> Task prompt
Give the data again exactly as it appears.

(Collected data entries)
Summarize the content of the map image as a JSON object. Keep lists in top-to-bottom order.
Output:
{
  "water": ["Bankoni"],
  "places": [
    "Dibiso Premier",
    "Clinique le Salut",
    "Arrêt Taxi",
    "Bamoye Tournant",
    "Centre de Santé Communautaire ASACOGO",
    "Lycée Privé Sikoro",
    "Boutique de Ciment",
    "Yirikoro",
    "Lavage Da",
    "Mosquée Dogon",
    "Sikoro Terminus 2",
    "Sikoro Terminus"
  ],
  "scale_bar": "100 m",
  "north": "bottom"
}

> Solution for this task
Summarize the content of the map image as a JSON object. Keep lists in top-to-bottom order.
Output:
{
  "water": ["Bankoni"],
  "places": [
    "Dibiso Premier",
    "Clinique le Salut",
    "Arrêt Taxi",
    "Bamoye Tournant",
    "Centre de Santé Communautaire ASACOGO",
    "Lycée Privé Sikoro",
    "Boutique de Ciment",
    "Yirikoro",
    "Lavage Da",
    "Mosquée Dogon",
    "Sikoro Terminus 2",
    "Sikoro Terminus"
  ],
  "scale_bar": "100 m",
  "north": "bottom"
}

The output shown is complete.